**How to complete this task**
Among the entries below, how many lines include "Piso"? Give the number alone.

**Data**
§

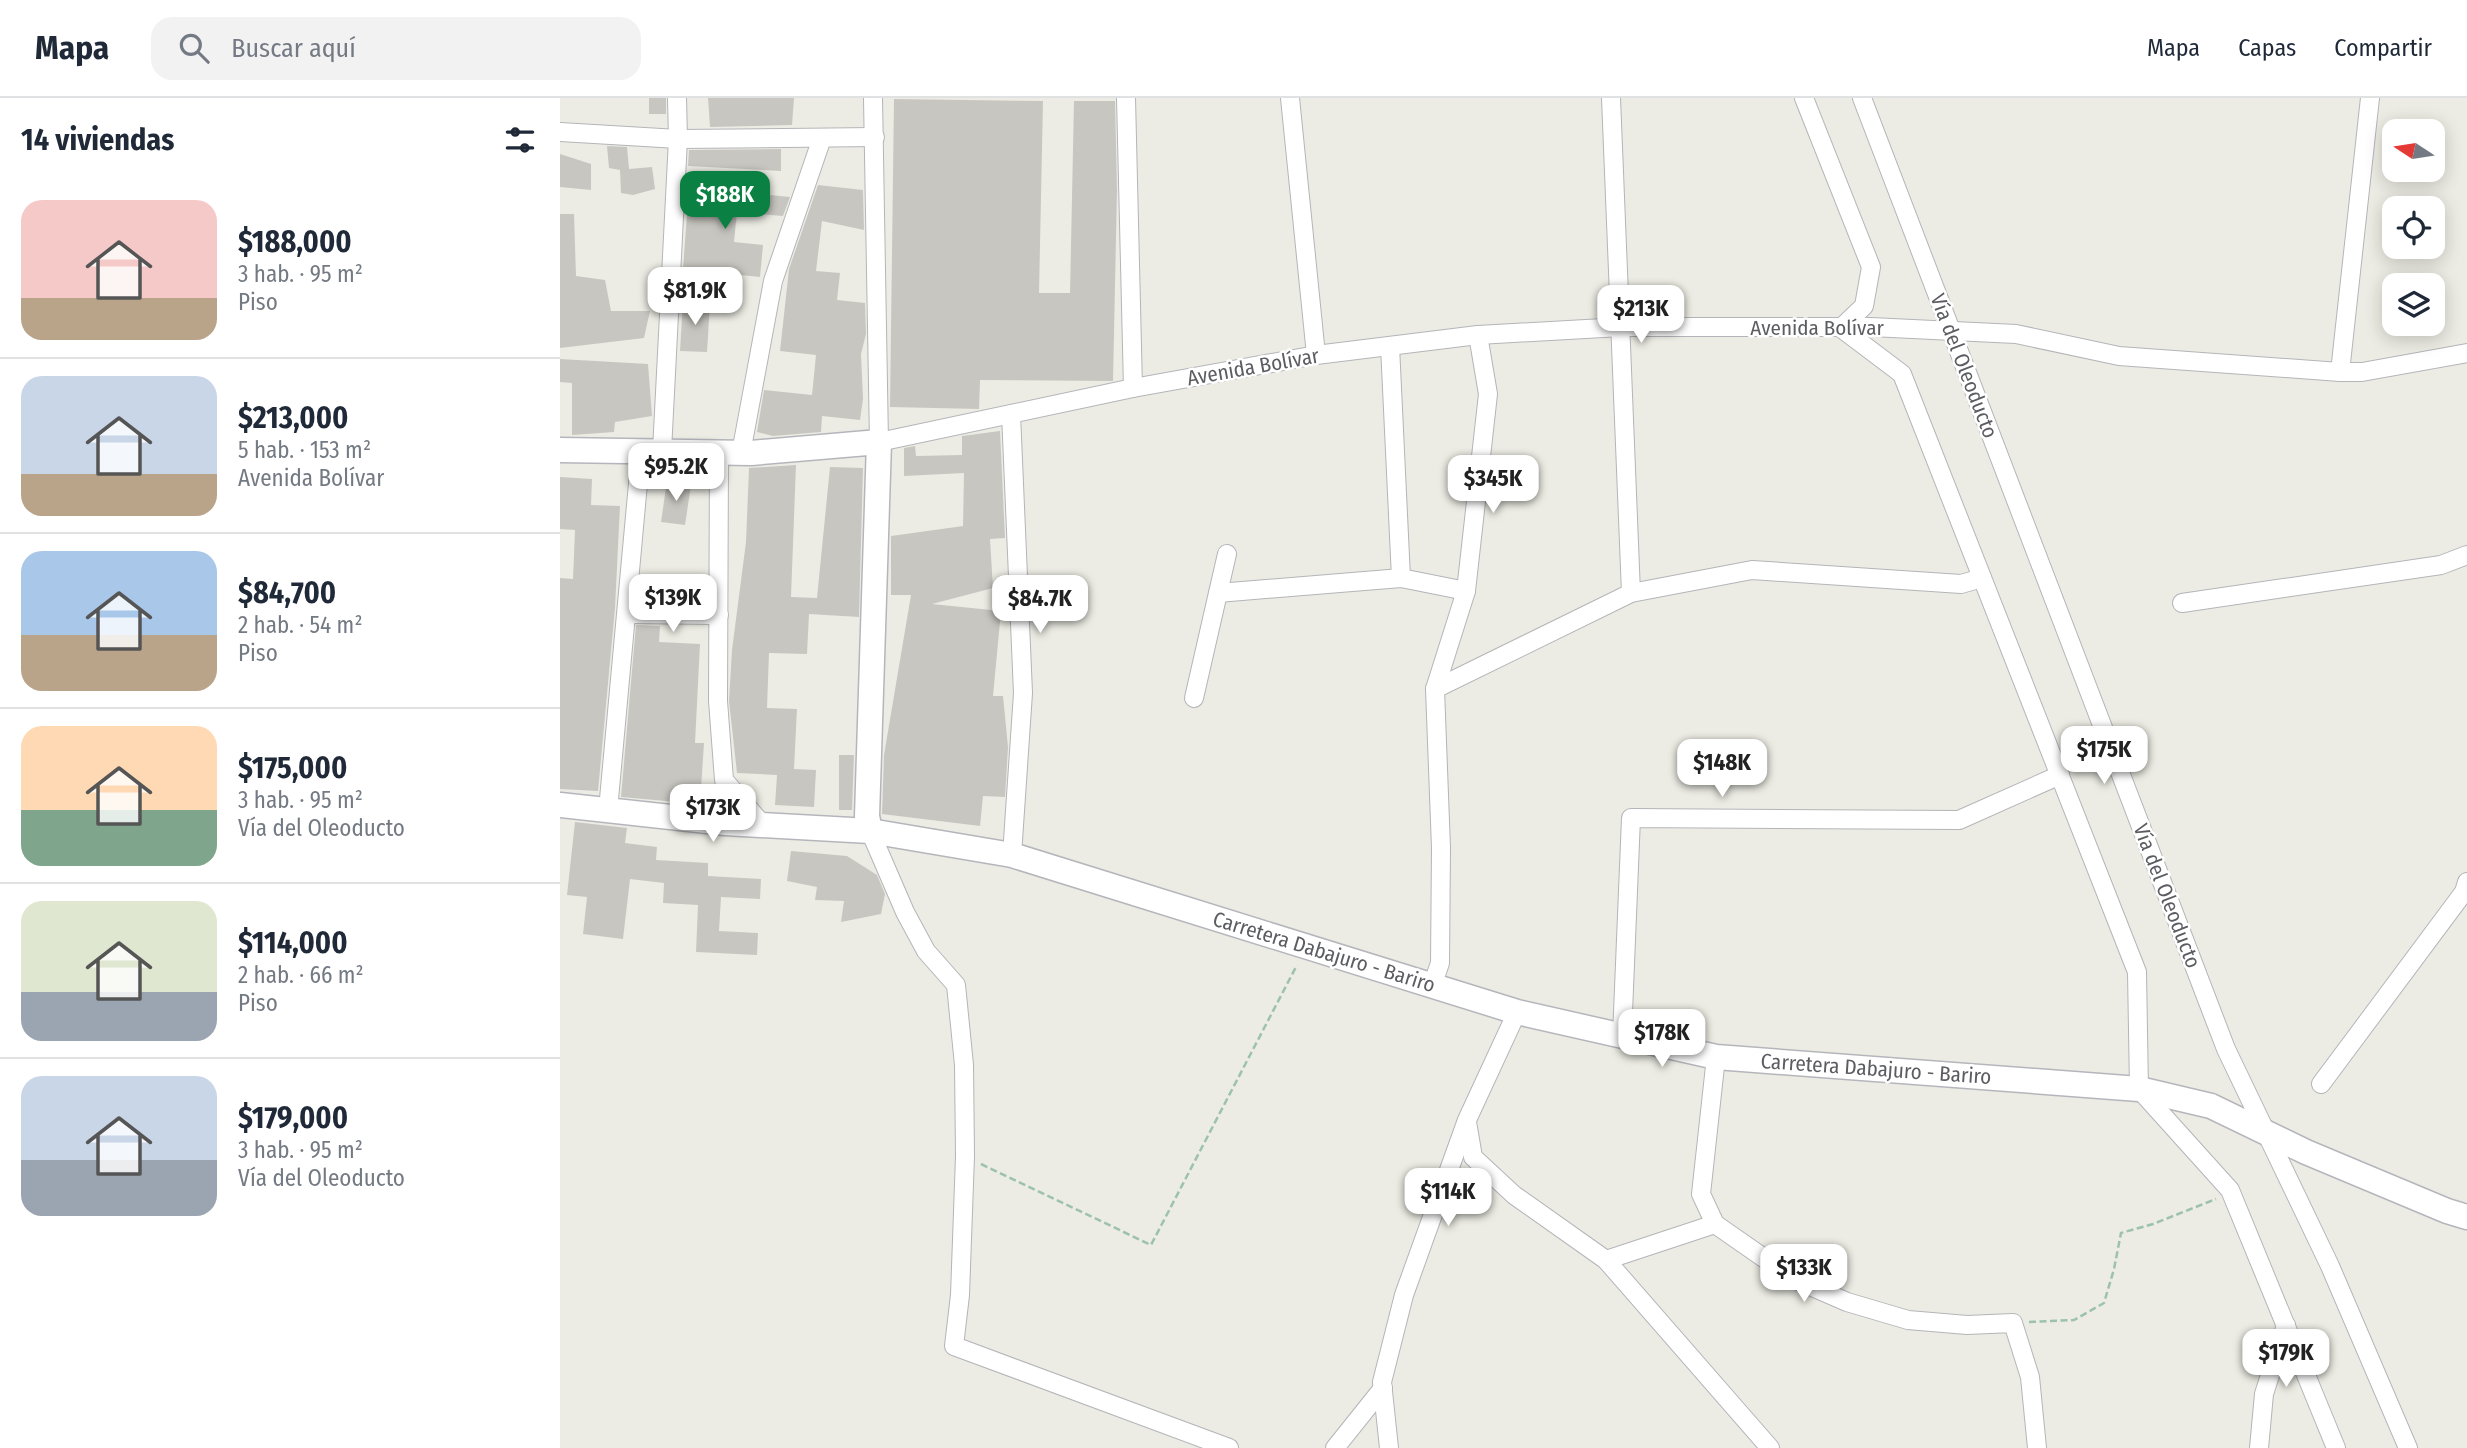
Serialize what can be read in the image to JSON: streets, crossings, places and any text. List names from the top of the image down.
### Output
{
  "streets": {
    "street": ["Avenida Bolívar", "Vía del Oleoducto", "Carretera Dabajuro - Bariro"]
  },
  "crossings": [
    ["Avenida Bolívar", "Vía del Oleoducto"],
    ["Vía del Oleoducto", "Carretera Dabajuro - Bariro"]
  ],
  "north": "left",
  "page": {
    "header": "Mapa",
    "search": "Buscar aquí",
    "nav": ["Mapa", "Capas", "Compartir"],
    "heading": "14 viviendas",
    "price": [
      "$188K",
      "$81.9K",
      "$213K",
      "$95.2K",
      "$345K",
      "$139K",
      "$84.7K",
      "$175K",
      "$148K",
      "$173K",
      "$178K",
      "$114K",
      "$133K",
      "$179K"
    ],
    "list": [
      {
        "name": "$188,000",
        "note": "3 hab. · 95 m² · Piso"
      },
      {
        "name": "$213,000",
        "note": "5 hab. · 153 m² · Avenida Bolívar"
      },
      {
        "name": "$84,700",
        "note": "2 hab. · 54 m² · Piso"
      },
      {
        "name": "$175,000",
        "note": "3 hab. · 95 m² · Vía del Oleoducto"
      },
      {
        "name": "$114,000",
        "note": "2 hab. · 66 m² · Piso"
      },
      {
        "name": "$179,000",
        "note": "3 hab. · 95 m² · Vía del Oleoducto"
      }
    ]
  }
}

§

**Reply to the task**
3